Copy each line of the data below with the word "names".

*** THE DATA

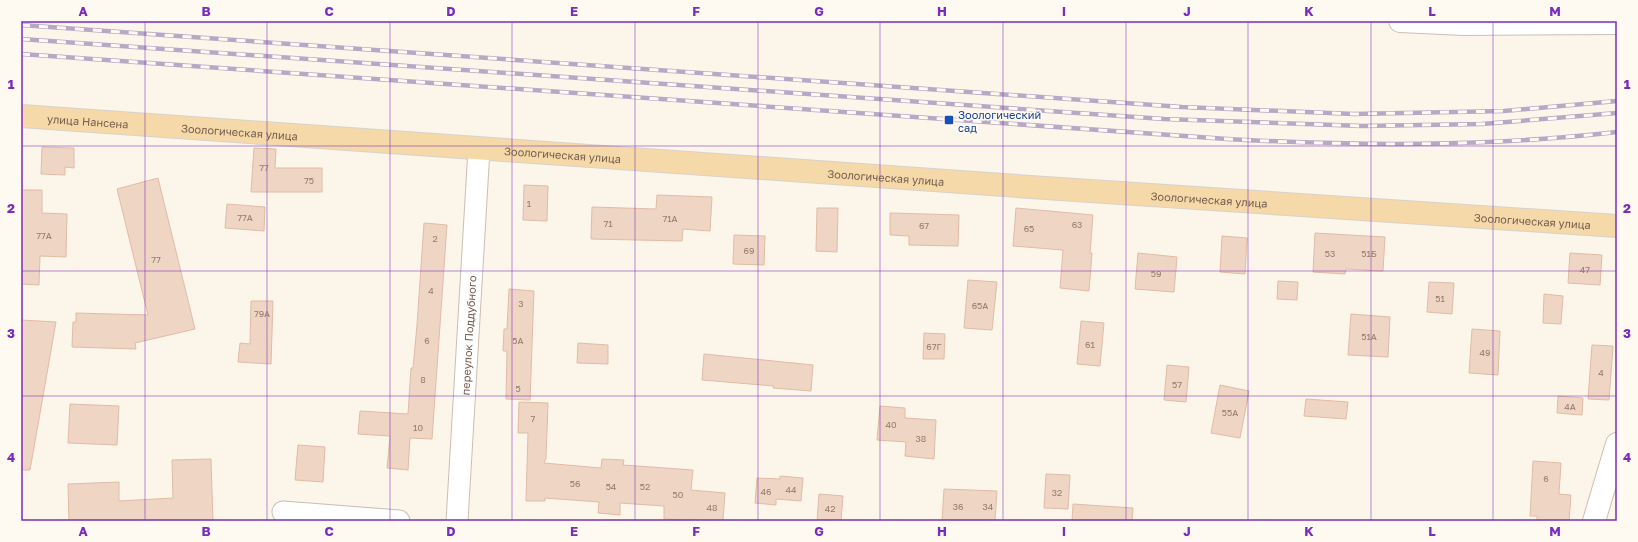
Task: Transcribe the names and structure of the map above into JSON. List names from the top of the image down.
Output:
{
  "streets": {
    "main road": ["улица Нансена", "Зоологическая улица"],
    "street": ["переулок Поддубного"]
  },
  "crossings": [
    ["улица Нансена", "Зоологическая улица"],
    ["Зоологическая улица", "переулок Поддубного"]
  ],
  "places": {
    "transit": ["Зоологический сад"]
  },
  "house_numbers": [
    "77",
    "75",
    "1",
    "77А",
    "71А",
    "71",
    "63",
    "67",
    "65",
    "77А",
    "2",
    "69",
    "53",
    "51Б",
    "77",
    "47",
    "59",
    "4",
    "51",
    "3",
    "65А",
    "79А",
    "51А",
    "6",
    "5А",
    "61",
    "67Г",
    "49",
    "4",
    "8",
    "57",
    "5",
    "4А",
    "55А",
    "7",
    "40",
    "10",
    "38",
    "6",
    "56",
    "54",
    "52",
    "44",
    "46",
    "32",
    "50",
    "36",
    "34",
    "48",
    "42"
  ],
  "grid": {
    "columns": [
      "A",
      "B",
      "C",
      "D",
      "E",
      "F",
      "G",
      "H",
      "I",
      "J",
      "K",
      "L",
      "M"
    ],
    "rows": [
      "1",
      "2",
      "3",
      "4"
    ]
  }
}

******
*** THE DATA

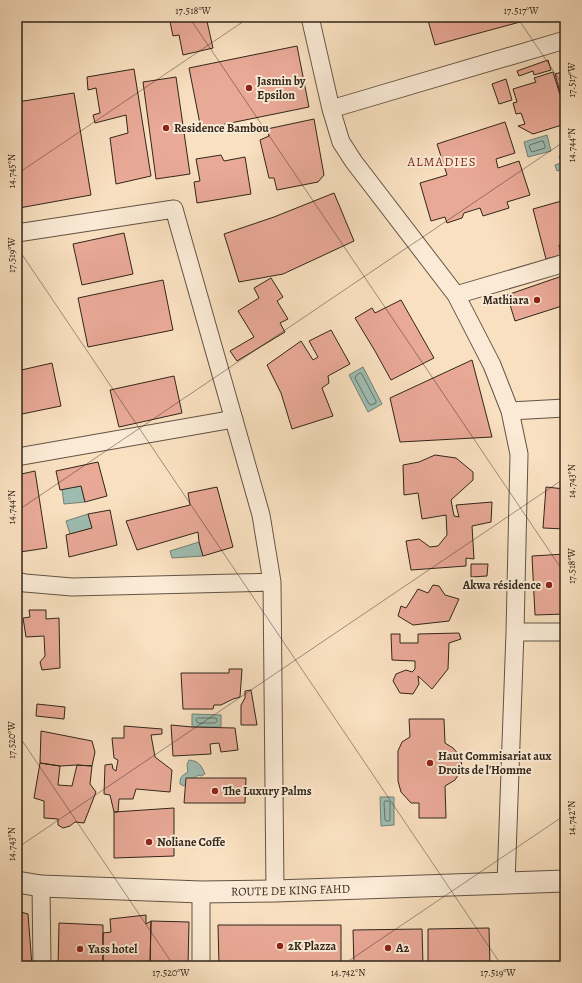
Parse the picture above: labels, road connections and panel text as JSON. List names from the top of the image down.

******

[ANSWER SECTION]
Task: Transcribe the names and structure of the map above into JSON. List names from the top of the image down.
Parse the picture above: labels, road connections and panel text as JSON. List names from the top of the image down.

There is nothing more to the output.